Tell how many lines in the data contain the word "shadow", and leave out everything else.

The records ▸
[Start of section]
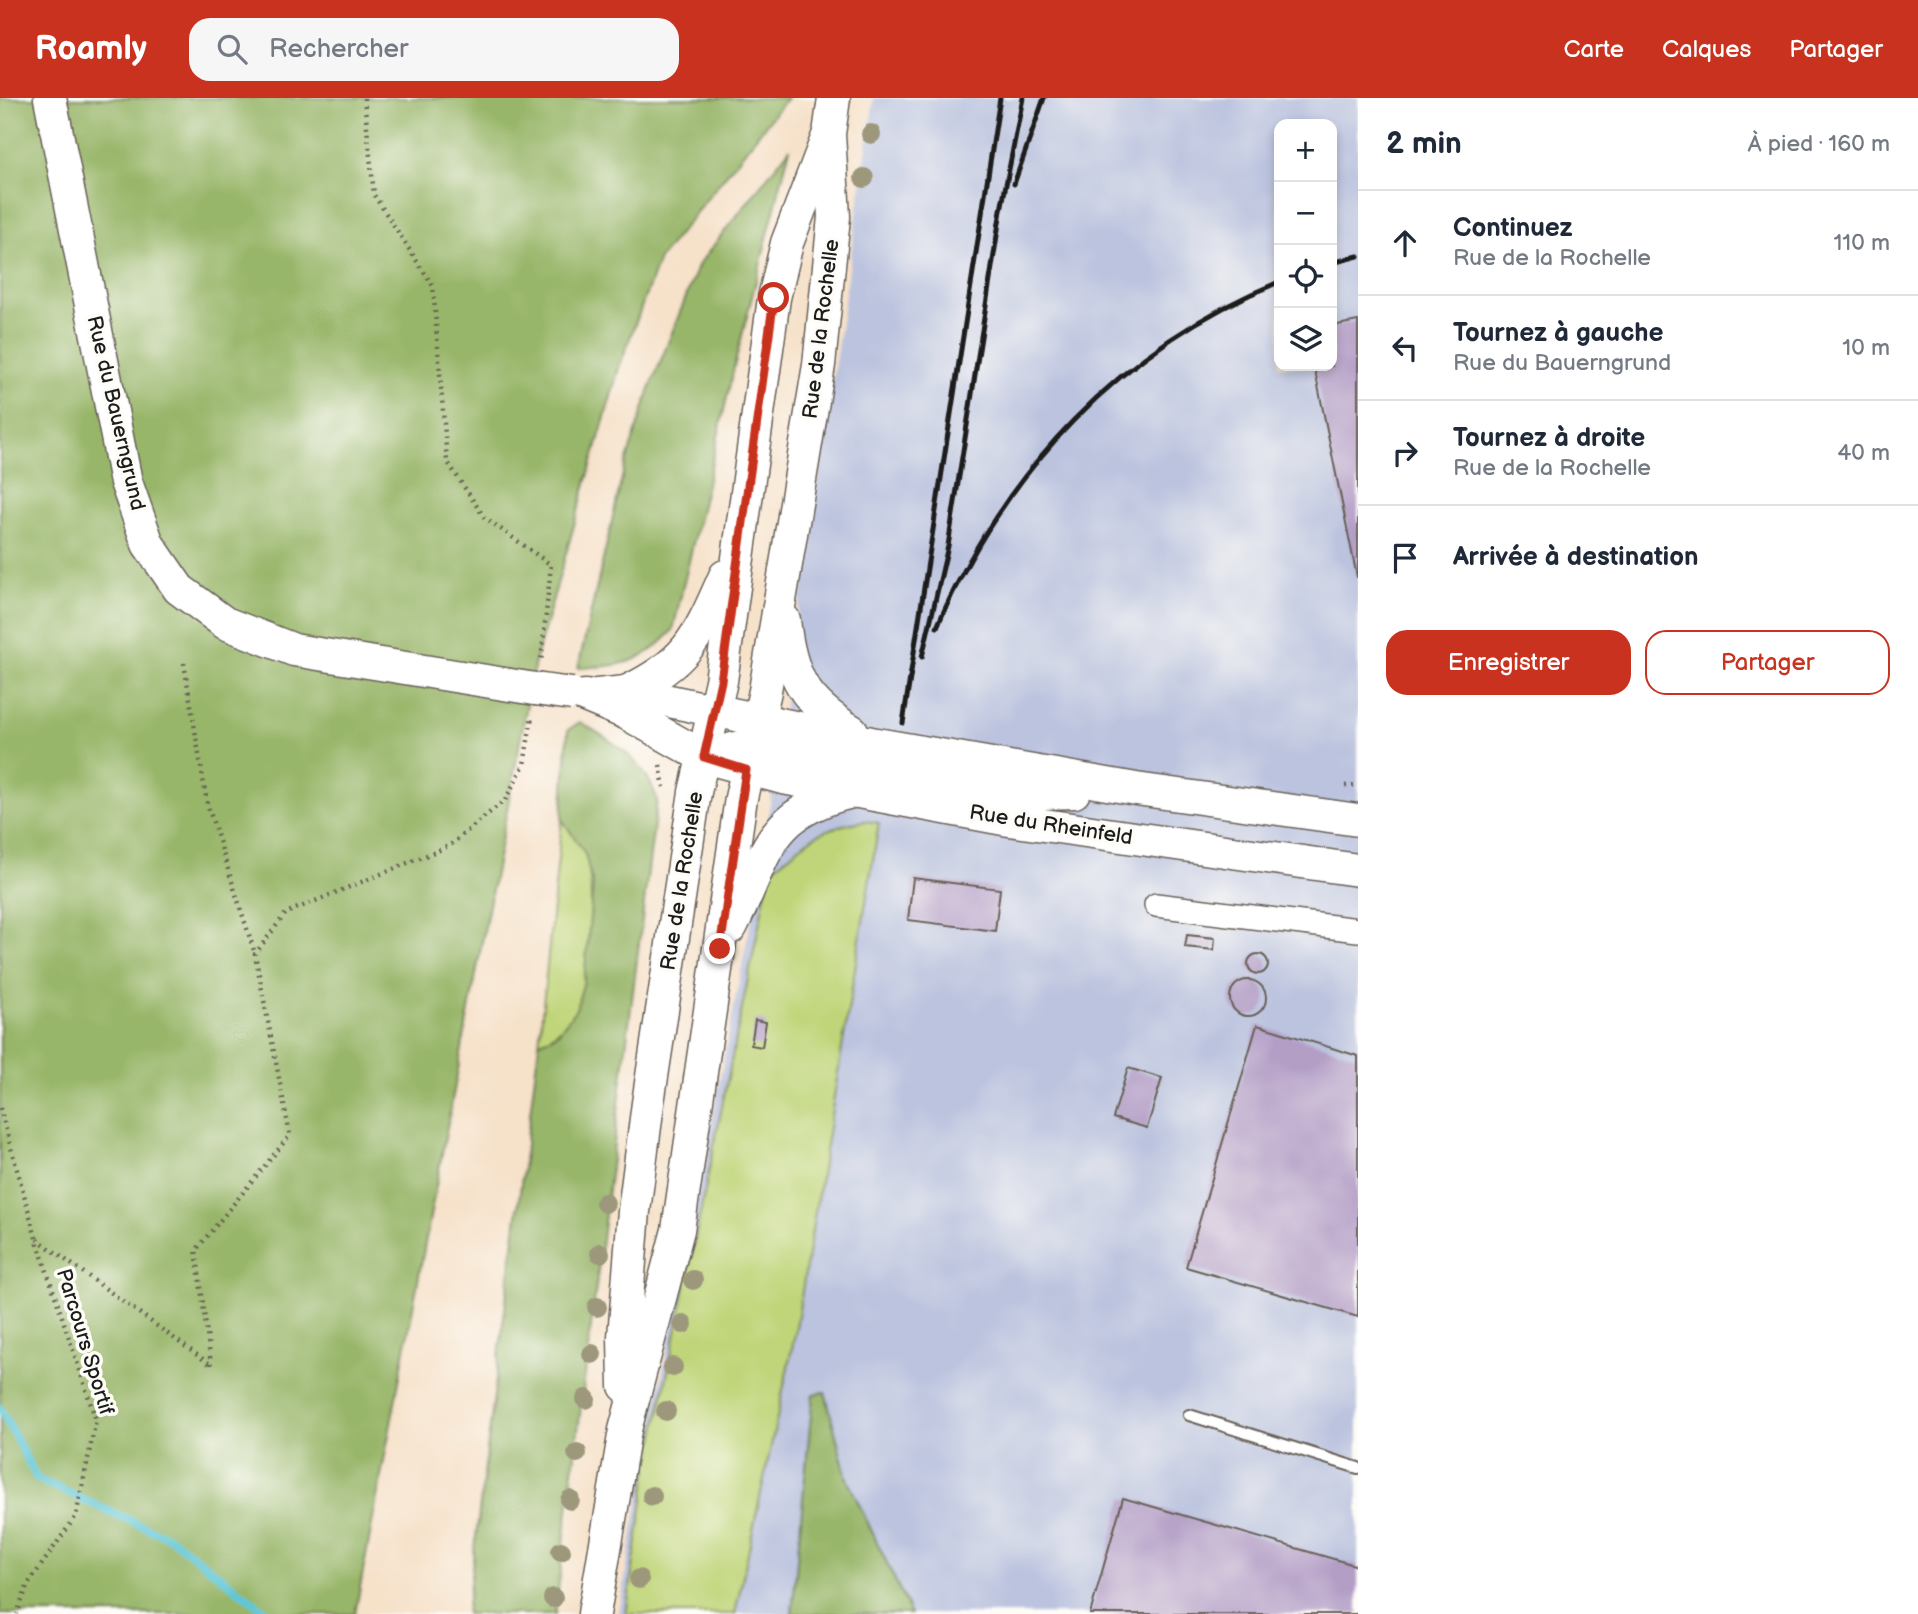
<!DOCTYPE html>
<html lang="fr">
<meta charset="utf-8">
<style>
body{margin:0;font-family:"Balsamiq Sans",sans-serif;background:#f6f6f7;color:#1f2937}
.controls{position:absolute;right:21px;top:21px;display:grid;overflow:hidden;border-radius:14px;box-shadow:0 4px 10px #0003}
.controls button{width:63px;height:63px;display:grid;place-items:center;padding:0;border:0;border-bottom:2px solid #e0e1e3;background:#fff;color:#1f2937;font:35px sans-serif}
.stop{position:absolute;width:21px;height:21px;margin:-16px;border:5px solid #c8321e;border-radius:50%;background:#fff}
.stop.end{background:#c8321e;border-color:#fff;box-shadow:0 2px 7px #0008}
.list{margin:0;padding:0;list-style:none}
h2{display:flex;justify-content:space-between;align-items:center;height:91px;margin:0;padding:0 28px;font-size:30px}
h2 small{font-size:23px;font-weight:400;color:#747a83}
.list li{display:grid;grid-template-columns:46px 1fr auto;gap:21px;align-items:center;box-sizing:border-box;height:105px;padding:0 28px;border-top:2px solid #e0e1e3}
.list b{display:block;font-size:26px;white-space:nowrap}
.list p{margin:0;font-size:23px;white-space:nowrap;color:#747a83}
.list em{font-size:23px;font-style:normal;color:#747a83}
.actions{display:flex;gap:14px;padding:21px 28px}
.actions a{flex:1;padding:16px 0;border:2px solid #c8321e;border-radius:21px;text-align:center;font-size:24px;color:#c8321e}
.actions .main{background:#c8321e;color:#fff}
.icon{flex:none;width:38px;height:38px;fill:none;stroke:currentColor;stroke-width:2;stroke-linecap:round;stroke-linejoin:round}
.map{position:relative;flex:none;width:1358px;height:1516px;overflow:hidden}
header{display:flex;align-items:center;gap:42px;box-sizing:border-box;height:98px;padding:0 35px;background:#c8321e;color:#fff}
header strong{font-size:33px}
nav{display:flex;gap:38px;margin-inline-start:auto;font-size:24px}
.search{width:490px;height:63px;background:#f6f6f7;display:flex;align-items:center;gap:18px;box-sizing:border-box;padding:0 24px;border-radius:21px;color:#747a83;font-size:26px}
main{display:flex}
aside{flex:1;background:#fff}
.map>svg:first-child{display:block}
.industrial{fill:#bbc3de;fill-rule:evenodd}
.green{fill:#c0d579;stroke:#6e784a;stroke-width:2}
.forest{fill:#98b669;stroke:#5a6942;stroke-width:2}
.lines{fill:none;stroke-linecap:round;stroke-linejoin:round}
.stream{stroke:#5dc7d8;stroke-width:8}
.building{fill:#b39ec6}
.lane-casing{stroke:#686159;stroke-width:14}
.street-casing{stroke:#686159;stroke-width:26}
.secondary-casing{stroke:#686159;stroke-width:35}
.path{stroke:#686159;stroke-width:4.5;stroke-dasharray:2 5;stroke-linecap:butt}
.lane{stroke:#fff;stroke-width:10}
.street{stroke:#fff;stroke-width:23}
.secondary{stroke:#fff;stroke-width:32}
.rail{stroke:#1c1c1c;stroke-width:5}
.secondary-bridge-casing{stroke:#686159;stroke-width:35;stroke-linecap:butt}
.secondary-bridge{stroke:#fff;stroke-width:32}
.tree{fill:#9d987c}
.route{stroke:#c8321e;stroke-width:9}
.labels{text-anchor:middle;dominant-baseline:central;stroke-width:7;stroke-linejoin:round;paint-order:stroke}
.street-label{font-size:21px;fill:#1c1c1c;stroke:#fdfcf7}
</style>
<header>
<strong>Roamly</strong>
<div class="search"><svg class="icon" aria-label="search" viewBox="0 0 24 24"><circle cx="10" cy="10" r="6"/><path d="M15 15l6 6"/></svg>Rechercher</div>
<nav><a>Carte</a><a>Calques</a><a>Partager</a></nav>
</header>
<main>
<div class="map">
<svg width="1358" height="1516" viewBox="0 0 1358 1516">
<rect width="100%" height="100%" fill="#fdfcf7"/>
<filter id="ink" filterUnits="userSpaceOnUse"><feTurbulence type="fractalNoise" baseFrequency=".0143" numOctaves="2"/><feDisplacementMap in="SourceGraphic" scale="14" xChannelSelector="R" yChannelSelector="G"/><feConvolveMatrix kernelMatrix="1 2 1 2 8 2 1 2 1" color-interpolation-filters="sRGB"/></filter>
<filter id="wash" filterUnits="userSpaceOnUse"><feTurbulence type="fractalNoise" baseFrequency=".00686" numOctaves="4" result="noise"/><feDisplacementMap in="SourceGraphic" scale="28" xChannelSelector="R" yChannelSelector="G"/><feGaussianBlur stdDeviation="1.57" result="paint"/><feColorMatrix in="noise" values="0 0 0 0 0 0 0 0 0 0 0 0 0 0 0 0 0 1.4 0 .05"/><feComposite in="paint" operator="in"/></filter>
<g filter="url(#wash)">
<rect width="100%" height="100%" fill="#f6e1c9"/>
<!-- industrial -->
<path class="industrial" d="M874 0H1358V1516H619L644 1370 759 781ZM1279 26H1332V268H1279Z"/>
<!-- green -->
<g class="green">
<path d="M562 721C570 733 581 745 586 758 596 786 590 888 575 913 565 928 555 937 539 945Z"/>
<path d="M865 723 879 725 795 1236 735 1516H626L647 1376 770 773C805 744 817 729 865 723Z"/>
</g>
<!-- forest -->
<g class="forest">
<path d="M0 0H787L659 161 619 270 535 564 355 1516H0Z"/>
<path d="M790 50 735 265 673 532C644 566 620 568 578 570L624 371 649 293 699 166Z"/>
<path d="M580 624C613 643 647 664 657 702L555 1516H466L539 945 558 935 576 911 584 883 593 787 585 756 562 721 568 632Z"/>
<path d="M825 1294 847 1381 911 1516H792L813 1296Z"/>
</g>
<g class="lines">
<!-- stream -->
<path class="stream" d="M0 1310 37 1381 172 1441 269 1516"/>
</g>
<g id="blocks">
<!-- building -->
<g class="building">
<path d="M1358 223V479H1357L1314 268H1332V228Z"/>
<path d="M913 780 1000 791 995 833 908 822Z"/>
<path d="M1187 837 1215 840 1214 852 1185 849Z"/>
<circle cx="1258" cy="866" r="10"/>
<circle cx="1248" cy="900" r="18"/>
<path d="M755 922 766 924 762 949 751 947Z"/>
<path d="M1257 927 1358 958V1219L1186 1169Z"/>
<path d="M1128 970 1162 980 1147 1030 1113 1020Z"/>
<path d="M1123 1400 1358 1468V1516H1090Z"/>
</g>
</g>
</g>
<g filter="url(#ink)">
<use href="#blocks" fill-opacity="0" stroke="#686159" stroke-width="2"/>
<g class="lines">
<!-- lane casing -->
<g class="lane-casing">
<path id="lane" d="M1189 1317 1358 1370"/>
</g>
<!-- street casing -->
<g class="street-casing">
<path id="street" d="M1156 807 1358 832"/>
</g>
<!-- secondary casing -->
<g class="secondary-casing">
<g id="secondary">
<path d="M50 0 126 384 148 446 179 491 225 525 294 552 535 591"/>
<path d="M784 522C790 578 804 604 852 633"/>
<path d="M626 594C689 564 698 539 725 478"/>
<path d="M597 597 626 594 871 645 1136 691 1358 722"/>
<path d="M585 598 626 615 704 659 783 680 1009 722 1358 772"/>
<path d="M732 651 753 646 872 674 1015 696 1074 694"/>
<path d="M731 829C767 760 763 715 852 694"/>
<path d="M625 1288 624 1239 634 1113 648 1005 695 694 721 583 774 200 787 145 828 38"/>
<path d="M594 1516 625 1332 678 1132 741 700 765 593 819 267 834 119 829 36 834 0"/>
</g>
</g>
<!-- path -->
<g class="path">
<path d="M364 0 374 97 433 188 447 363 484 419 551 467 541 564"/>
<path d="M184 565 207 705 255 856"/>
<path d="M660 667 664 689"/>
<path d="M1345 688 1358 687"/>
<path d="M0 1010 36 1140 96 1322 76 1418 28 1486 17 1516"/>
<path d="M37 1141 211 1267"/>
<path d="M211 1267 196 1152 290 1037 255 856 286 815 449 748 505 702 524 667 532 618"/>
</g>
<!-- lane -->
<use href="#lane" class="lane"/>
<!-- street -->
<use href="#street" class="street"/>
<!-- secondary -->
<use href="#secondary" class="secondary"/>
<!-- rail -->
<g class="rail">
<path d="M1014 86 1044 0"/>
<path d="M1332 165 1358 158"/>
<path d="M937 529C1004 373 1121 248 1279 184"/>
<path d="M922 559 948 448 1001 112 1023 0"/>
<path d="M903 625 1000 0"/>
</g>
<!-- secondary-bridge casing -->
<g class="secondary-bridge-casing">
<path id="secondary-bridge" d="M535 591 572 596"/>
</g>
<!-- secondary-bridge -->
<use href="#secondary-bridge" class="secondary-bridge"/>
</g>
<!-- trees -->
<g class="tree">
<circle cx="871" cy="36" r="10"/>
<circle cx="864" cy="80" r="10"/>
<circle cx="605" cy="1105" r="10"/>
<circle cx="600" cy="1155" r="10"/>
<circle cx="693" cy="1182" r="10"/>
<circle cx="597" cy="1209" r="10"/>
<circle cx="683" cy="1226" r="10"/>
<circle cx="592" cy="1256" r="10"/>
<circle cx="673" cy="1269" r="10"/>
<circle cx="586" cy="1301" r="10"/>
<circle cx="666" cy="1313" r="10"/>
<circle cx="577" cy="1355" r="10"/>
<circle cx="652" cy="1398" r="10"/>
<circle cx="570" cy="1402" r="10"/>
<circle cx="561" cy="1453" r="10"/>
<circle cx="639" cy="1481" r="10"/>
<circle cx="553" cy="1500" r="10"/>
</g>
</g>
<g class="lines" filter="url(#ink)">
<!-- route -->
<path class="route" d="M720 851 746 672 704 659 721 583 774 200"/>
</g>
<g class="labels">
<!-- street labels -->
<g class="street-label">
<text transform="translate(821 231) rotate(-83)">Rue de la Rochelle</text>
<text transform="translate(116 315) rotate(77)">Rue du Bauerngrund</text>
<text transform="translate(1051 727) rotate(9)">Rue du Rheinfeld</text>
<text transform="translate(682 783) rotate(-81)">Rue de la Rochelle</text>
<text transform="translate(85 1244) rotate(73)">Parcours Sportif</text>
</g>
</g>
</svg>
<div class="controls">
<button>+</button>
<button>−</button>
<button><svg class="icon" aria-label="locate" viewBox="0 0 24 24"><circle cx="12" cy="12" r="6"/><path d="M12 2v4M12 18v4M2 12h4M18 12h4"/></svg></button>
<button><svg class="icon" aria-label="layers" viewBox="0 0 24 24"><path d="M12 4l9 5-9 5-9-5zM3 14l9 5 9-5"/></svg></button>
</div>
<div class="stop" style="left:774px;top:200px"></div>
<div class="stop end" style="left:720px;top:851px"></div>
</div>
<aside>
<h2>2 min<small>À pied · 160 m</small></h2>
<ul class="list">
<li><svg class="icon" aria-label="ahead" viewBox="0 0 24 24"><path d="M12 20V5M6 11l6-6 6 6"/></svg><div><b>Continuez</b><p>Rue de la Rochelle</p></div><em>110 m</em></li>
<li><svg class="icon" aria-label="left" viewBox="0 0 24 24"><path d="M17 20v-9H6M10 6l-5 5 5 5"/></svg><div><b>Tournez à gauche</b><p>Rue du Bauerngrund</p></div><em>10 m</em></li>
<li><svg class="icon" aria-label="right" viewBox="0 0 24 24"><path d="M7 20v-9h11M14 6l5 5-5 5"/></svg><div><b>Tournez à droite</b><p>Rue de la Rochelle</p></div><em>40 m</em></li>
<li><svg class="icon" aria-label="arrive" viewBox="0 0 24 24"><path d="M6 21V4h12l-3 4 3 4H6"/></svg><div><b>Arrivée à destination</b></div></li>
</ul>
<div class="actions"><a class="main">Enregistrer</a><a>Partager</a></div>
</aside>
</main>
[End of section]
Your solution ▸
2